* What you will do: The answer must consist of every line from the entries that holds the word "Alalak".

* Material shown:
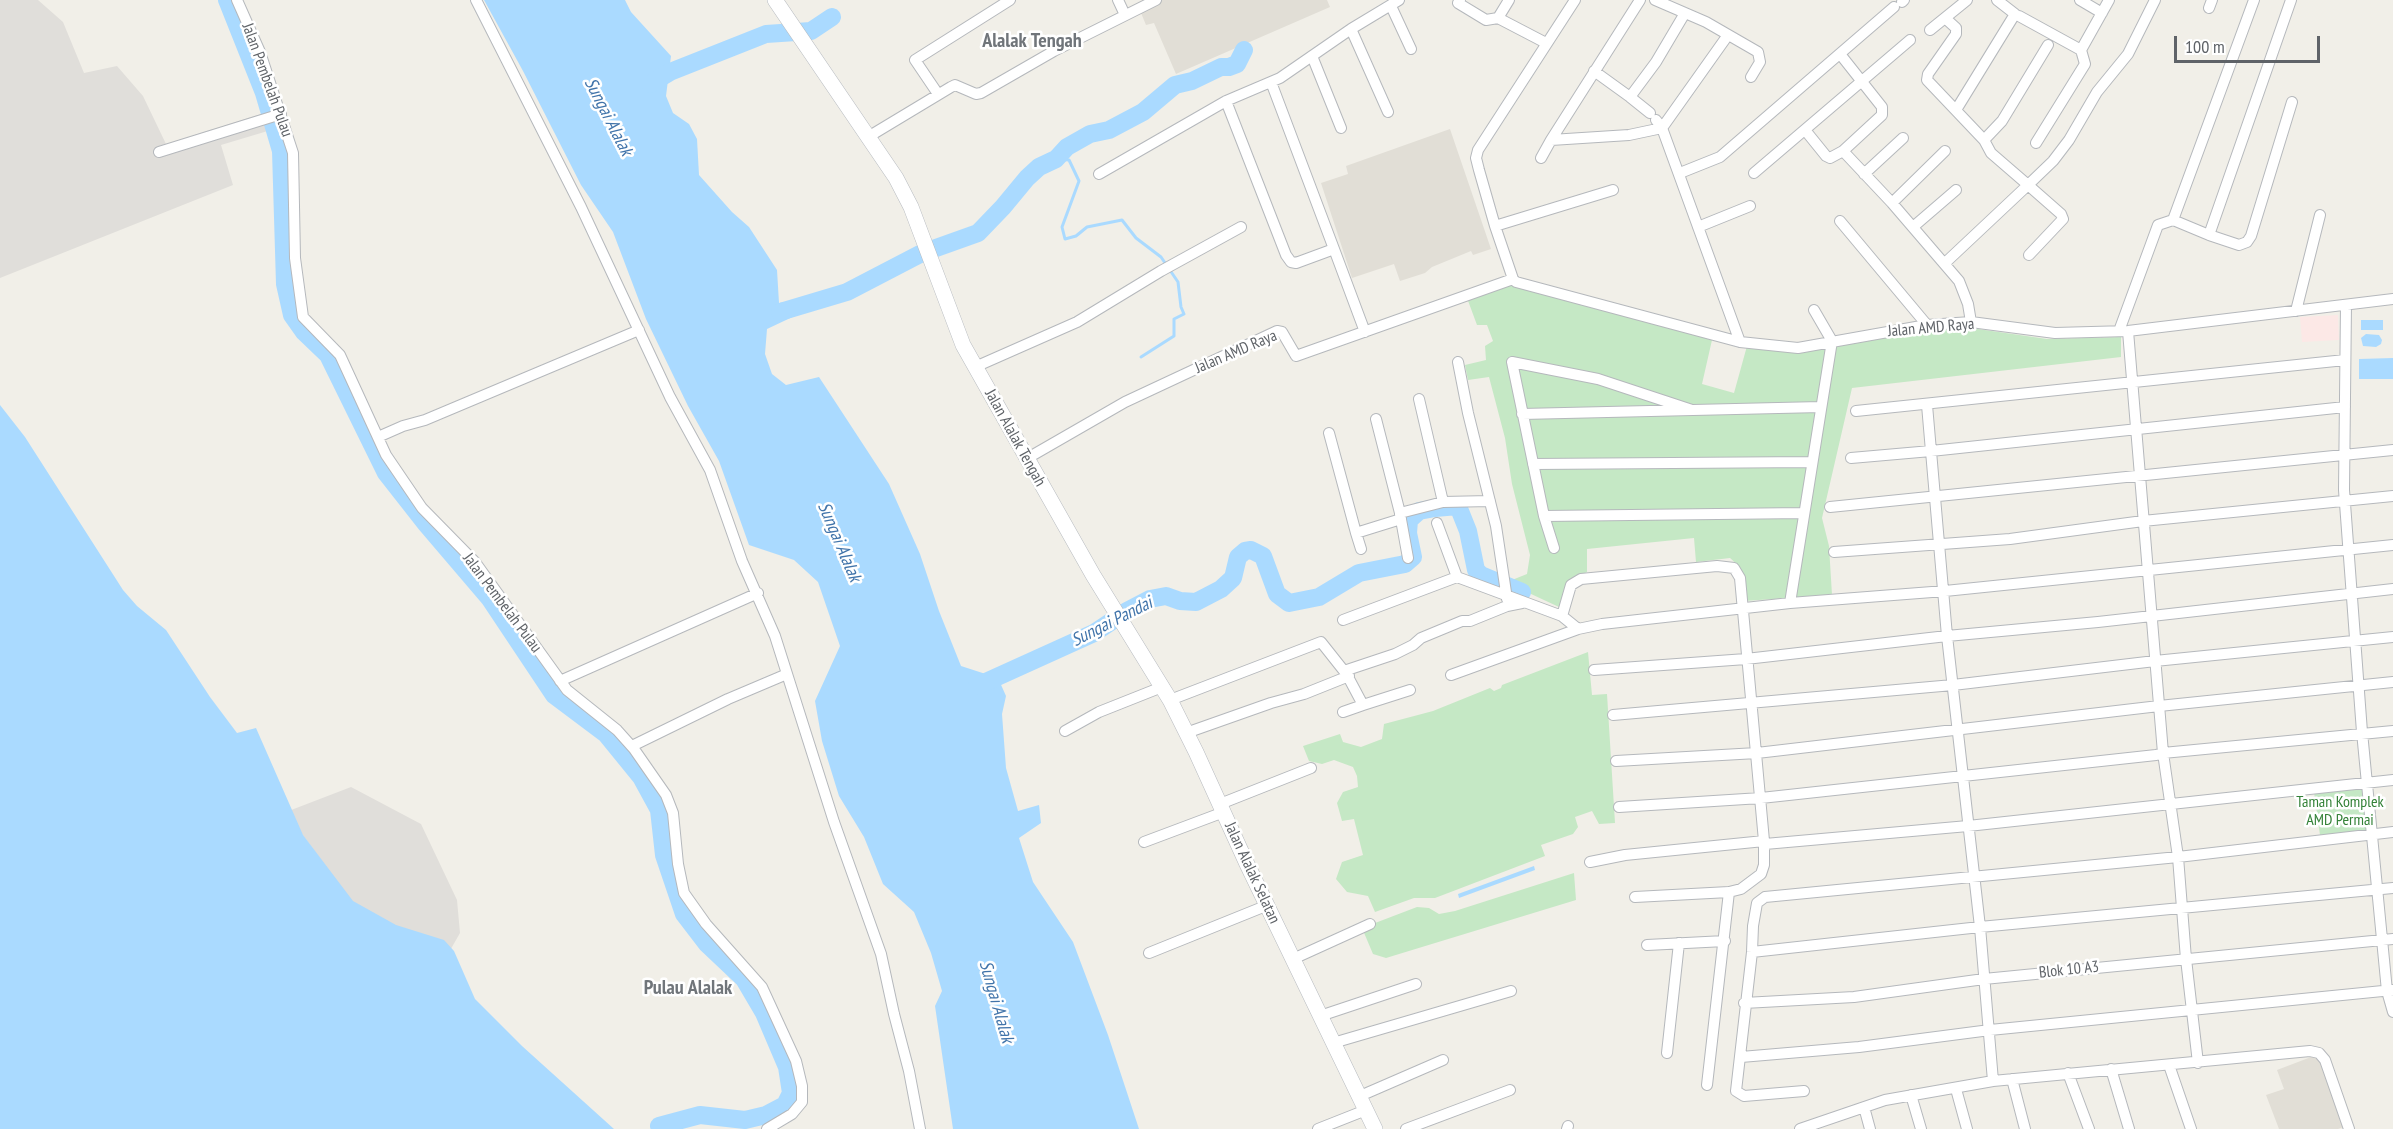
<!DOCTYPE html>
<style>
body{margin:0}
#map{position:relative;width:2393px;height:1129px;overflow:hidden;background:#f1efe8;font-family:"PT Sans Narrow",sans-serif}
canvas{display:block}
.scale{position:absolute;left:2174px;top:36px;width:146px;height:27px;box-sizing:border-box;border:3px solid #5f6368;border-top:0;padding-left:8px;font-size:18px;line-height:21px;white-space:nowrap;color:#5f6368;-webkit-text-stroke:4px #fff;paint-order:stroke}
</style>
<div id="map">
<canvas width="2393" height="1129"></canvas>
<div class="scale">100 m</div>
</div>
<script>
const c = document.querySelector('canvas').getContext('2d');
c.lineJoin = 'round';
function paint(path, color) { c.fillStyle = color; c.fill(path, 'evenodd'); }
const poly = rows => new Path2D(rows.map(r => 'M' + r).join(''));
function stroke(path, color, width, dash) { c.strokeStyle = color; c.lineWidth = width; c.lineCap = dash ? 'butt' : 'round'; c.setLineDash(dash || []); c.stroke(path); }
function write(font, color, halo, rows, align = 'center') {
  c.font = font + ' "PT Sans Narrow",sans-serif'; c.lineWidth = 5; c.setLineDash([]); c.textBaseline = 'middle'; c.strokeStyle = halo; c.fillStyle = color; for (const [text, x, y, turn = 0] of rows) {
    c.save(); c.translate(x, y); c.rotate((+turn || 0) * Math.PI / 180); c.textAlign = isNaN(turn) ? turn : align; if (halo) c.strokeText(text, 0, 0); c.fillText(text, 0, 0); c.restore();
  }
}
const industrial = poly([
 [0,0,38,0,63,22,84,73,117,66,143,96,166,144,264,113,271,130,221,145,233,185,0,278],
 [351,787,421,824,457,900,460,933,444,961,405,976,286,812]
]);
const education = poly([
 [1157,0,1327,0,1330,7,1176,74,1154,23,1146,25,1139,8],
 [1450,129,1491,249,1473,255,1471,251,1432,267,1425,273,1400,281,1394,264,1352,278,1321,183,1348,174,1346,166],
 [2319,1054,2346,1126,2338,1129,2279,1129,2266,1095,2284,1089,2277,1070]
]);
const medical = poly([
 [2338,315,2339,340,2302,342,2300,317]
]);
const green = poly([
 [1510,284,1712,340,1702,384,1734,393,1747,346,1765,350,1797,351,1931,329,1971,328,2047,339,2121,337,2121,357,1852,388,1822,518,1829,546,1832,595,1744,601,1740,567,1730,558,1696,562,1694,538,1587,549,1587,572,1573,579,1566,587,1559,607,1516,587,1512,580,1527,574,1530,555,1512,484,1505,438,1489,377,1468,380,1465,365,1486,360,1485,346,1493,341,1487,325,1477,325,1467,298],
 [1588,652,1592,695,1607,694,1615,823,1599,824,1592,811,1575,817,1578,827,1573,834,1541,845,1545,856,1435,898,1414,898,1375,912,1368,896,1347,892,1336,879,1342,862,1363,855,1354,819,1342,821,1337,803,1343,792,1358,787,1357,776,1353,767,1334,760,1322,764,1309,761,1303,746,1340,734,1343,742,1361,747,1382,739,1384,724,1433,711,1490,688,1494,691,1501,688,1502,685],
 [2362,787,2366,831,2320,835,2314,792],
 [1574,873,1576,900,1386,958,1373,954,1362,928,1417,907,1429,908,1439,914,1455,911]
]);
const water = poly([
 [484,0,625,0,631,12,671,56,666,96,673,113,689,124,697,139,699,175,732,212,749,227,777,270,779,303,801,299,803,312,767,329,765,354,772,374,786,385,819,377,889,484,920,554,939,611,961,666,998,678,1006,696,1002,714,1006,768,1018,811,1039,805,1041,823,1019,838,1033,882,1073,942,1108,1035,1139,1129,953,1129,935,1006,942,991,931,953,914,912,883,884,864,837,839,796,822,741,815,701,840,646,818,582,794,560,749,545,719,461,688,406,646,319,613,232,581,185,523,71],
 [2361,320,2383,320,2383,330,2361,330],
 [2366,334,2379,335,2382,340,2381,344,2376,347,2363,346,2361,338],
 [2393,358,2393,379,2359,379,2359,359],
 [0,405,25,437,123,590,137,606,166,630,210,697,237,733,256,728,303,835,353,901,396,925,444,940,454,951,475,999,522,1046,614,1129,0,1129],
 [1534,866,1535,870,1459,898,1458,894]
]);
const stream = poly([
 [1056,159,1069,160,1079,181,1062,227,1065,239,1076,236,1087,227,1122,220,1136,238,1161,257,1178,282,1181,307,1184,314,1174,319,1174,336,1141,357]
]);
const river = poly([
 [227,0,264,93,281,151,285,284,292,315,304,332,328,355,386,473,426,524,490,599,554,695,606,734,641,777,659,810,664,855,684,914,707,944,744,979,764,1013,787,1067,791,1093,785,1105,766,1115,745,1120,700,1115,659,1126],
 [650,84,670,72,766,34,811,31,832,17],
 [780,312,847,292,922,253,978,233,1003,207,1027,178,1039,167,1056,159,1067,147,1090,134,1109,130,1143,112,1175,85,1192,81,1221,67,1229,67,1237,64,1244,50],
 [977,686,1094,633,1127,611,1150,599,1166,596,1180,601,1196,602,1221,589,1233,578,1238,557,1245,551,1251,550,1263,556,1277,594,1289,603,1319,597,1359,573,1405,564,1413,557,1408,533,1409,520,1419,511,1435,508,1458,506,1468,531,1476,570,1481,575,1522,592]
]);
const street = poly([
 [237,0,260,52,293,153,295,258,303,317,340,355,386,455,422,508,475,562,567,690,617,730,634,749,666,795,673,813,678,864,684,893,706,924,762,987,796,1061,802,1086,802,1102,792,1114,767,1129],
 [476,0,581,207,670,397,710,470,742,561,775,636,834,822,881,954,894,1014,909,1071,920,1129],
 [1118,0,1125,15],
 [1460,0,1458,3,1486,20,1498,18,1546,43],
 [1575,0,1478,150,1476,158,1479,170,1495,226,1513,279,1516,282,1740,342,1798,348,1927,325,1971,322,2055,333,2128,331,2393,299],
 [1655,0,1706,22,1758,52,1760,62,1751,77],
 [2080,0,2102,13],
 [1902,2,1904,0],
 [1391,6,1411,49],
 [2209,8,2212,0],
 [2019,16,2081,50,2085,64,2036,143],
 [1498,18,1509,0],
 [1945,18,1956,28,1956,34,1928,74,1927,80,1984,140,2002,121,2048,45],
 [1351,29,1388,112],
 [1930,30,1967,0],
 [2081,50,2109,0],
 [1312,56,1341,128],
 [1594,71,1630,97,1656,62,1685,13],
 [1271,82,1334,249],
 [938,94,915,60,1010,0],
 [1630,97,1650,113],
 [1226,101,1286,255,1291,262,1296,263,1334,249,1365,332],
 [1956,110,2015,14,1997,0],
 [1656,120,1662,128,1728,35],
 [1805,130,1826,156,1830,158,1843,151,1882,115,1882,107,1840,54],
 [868,137,951,87,955,85,976,94,981,93,1054,51,1156,0],
 [1551,140,1640,0],
 [1984,140,1991,153,2028,185,2053,161,2069,140,2097,92,2128,54,2155,0],
 [1843,151,1892,203,1959,281,1968,304,1971,322],
 [159,152,281,114],
 [1541,158,1551,140,1629,135,1662,128,1740,342],
 [1680,173,1720,157,1894,7],
 [1754,173,1910,40],
 [1099,174,1226,101,1280,78,1351,29,1399,0],
 [1864,174,1903,138],
 [1892,203,1945,151],
 [2173,220,2254,0],
 [1840,221,1927,325],
 [1495,226,1613,190],
 [1698,227,1750,206],
 [1913,227,1956,190],
 [2209,235,2239,245,2247,242,2251,236,2292,102],
 [1945,263,2028,185,2061,214,2063,219,2029,255],
 [2346,305,2344,490,2362,732,2387,991,2393,1012],
 [2296,311,2320,215],
 [2119,331,2158,225,2173,220,2209,235,2291,0],
 [2128,331,2163,753,2178,857,2186,959,2198,1063],
 [1458,362,1468,413,1496,526,1507,599],
 [975,367,1077,322,1161,271,1241,227],
 [1419,399,1443,502],
 [1927,405,1947,636,1980,927,1993,1081],
 [1856,411,2345,360],
 [1522,414,1821,407],
 [1376,419,1400,513,1443,502,1490,501],
 [1329,433,1356,533],
 [378,437,403,426,425,420,639,330],
 [1851,458,1931,451,2345,407],
 [1026,459,1125,402,1277,331,1282,332,1296,356,1513,279],
 [1533,464,1812,462],
 [1830,507,2393,450],
 [1400,514,1408,558],
 [1544,516,1804,513],
 [1437,523,1457,577,1562,616,1578,629,1602,624,1790,603,1945,591,2393,545],
 [1554,548,1544,516,1512,362,1598,379,1692,410],
 [1361,549,1356,533,1401,519],
 [1834,552,2010,539,2143,521,2393,496],
 [1790,603,1832,341,1814,310],
 [1562,616,1571,585,1581,579,1717,566,1734,568,1740,578,1764,841],
 [1343,620,1457,577],
 [1594,670,1746,659,1947,636,2098,622,2393,589],
 [1346,673,1363,705,1410,690],
 [1451,675,1578,629],
 [560,681,758,593],
 [1170,700,1321,642,1344,671,1395,654,1413,645,1421,638,1462,621,1470,621,1507,606,1522,603],
 [1343,712,1363,705],
 [1613,715,1953,685,2155,661,2393,637],
 [1065,731,1099,712,1162,687],
 [1186,733,1271,703,1304,694,1349,676],
 [632,746,728,699,787,674],
 [1616,761,1757,753,2159,706,2393,682],
 [1220,804,1311,768],
 [1619,807,1761,798,2156,755,2163,753,2393,731],
 [1144,842,1224,812],
 [1765,844,1968,826,2393,780],
 [1590,862,1625,855,1764,841,1764,865,1761,874,1741,889,1729,892,1635,897],
 [1647,945,1725,941],
 [1752,952,1980,927,2393,888],
 [1149,953,1268,905],
 [1293,959,1370,924],
 [1744,1003,1854,997,1984,979,2393,939],
 [1320,1016,1416,984],
 [1333,1043,1511,991],
 [1667,1053,1679,943],
 [1741,1057,1859,1047,1990,1030,2393,990],
 [2169,1065,2191,1129],
 [2111,1069,2129,1129],
 [2068,1073,2089,1129],
 [2012,1079,2025,1129],
 [1707,1085,1729,892],
 [1956,1089,1967,1129],
 [1804,1091,1744,1096,1736,1091,1752,952,1753,926,1757,903,1765,897,2178,857,2393,832],
 [1911,1095,1921,1129],
 [1360,1096,1443,1060],
 [1864,1107,1870,1129],
 [1318,1129,1366,1110],
 [1406,1129,1510,1090],
 [1567,1129,1568,1126],
 [1800,1129,1885,1100,1993,1081,2310,1051,2319,1053,2325,1060,2349,1129]
]);
const secondary = poly([
 [775,0,896,178,911,207,963,345,1093,575,1170,700,1196,752,1246,862,1375,1129]
]);
const streetNames = [
 ["Jalan Pembelah Pulau",267,80,70],
 ["Jalan AMD Raya",1931,328,-5],
 ["Jalan AMD Raya",1236,352,-23],
 ["Jalan Alalak Tengah",1015,438,61],
 ["Jalan Pembelah Pulau",502,603,53],
 ["Jalan Alalak Selatan",1252,873,65],
 ["Blok 10 A3",2069,970,-6]
];
const parkNames = [
 ["Taman Komplek",2340,802],
 ["AMD Permai",2340,820]
];
const waterNames = [
 ["Sungai Alalak",608,117,63],
 ["Sungai Alalak",839,542,67],
 ["Sungai Pandai",1112,622,-27],
 ["Sungai Alalak",996,1002,74]
];
const quarterNames = [
 ["Alalak Tengah",1032,41],
 ["Pulau Alalak",688,988]
];
paint(industrial, '#e0deda');
paint(education, '#e1ded6');
paint(medical, '#fce8e6');
paint(green, '#c5e8c5');
paint(water, '#aadaff');
stroke(stream, '#aadaff', 3);
stroke(river, '#aadaff', 18);
stroke(street, '#b5b8bc', 12);
stroke(secondary, '#b6babf', 16);
stroke(street, '#fff', 10);
stroke(secondary, '#fff', 15);
write('16px', '#5f6368', '#fff', streetNames);
write('16px', '#348238', '#fff', parkNames);
write('italic 18px', '#4174aa', '#fff', waterNames);
write('bold 20px', '#70757a', '#fff', quarterNames);
</script>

* Solution to this problem:
 ["Jalan Alalak Tengah",1015,438,61],
 ["Jalan Alalak Selatan",1252,873,65],
 ["Sungai Alalak",608,117,63],
 ["Sungai Alalak",839,542,67],
 ["Sungai Alalak",996,1002,74]
 ["Alalak Tengah",1032,41],
 ["Pulau Alalak",688,988]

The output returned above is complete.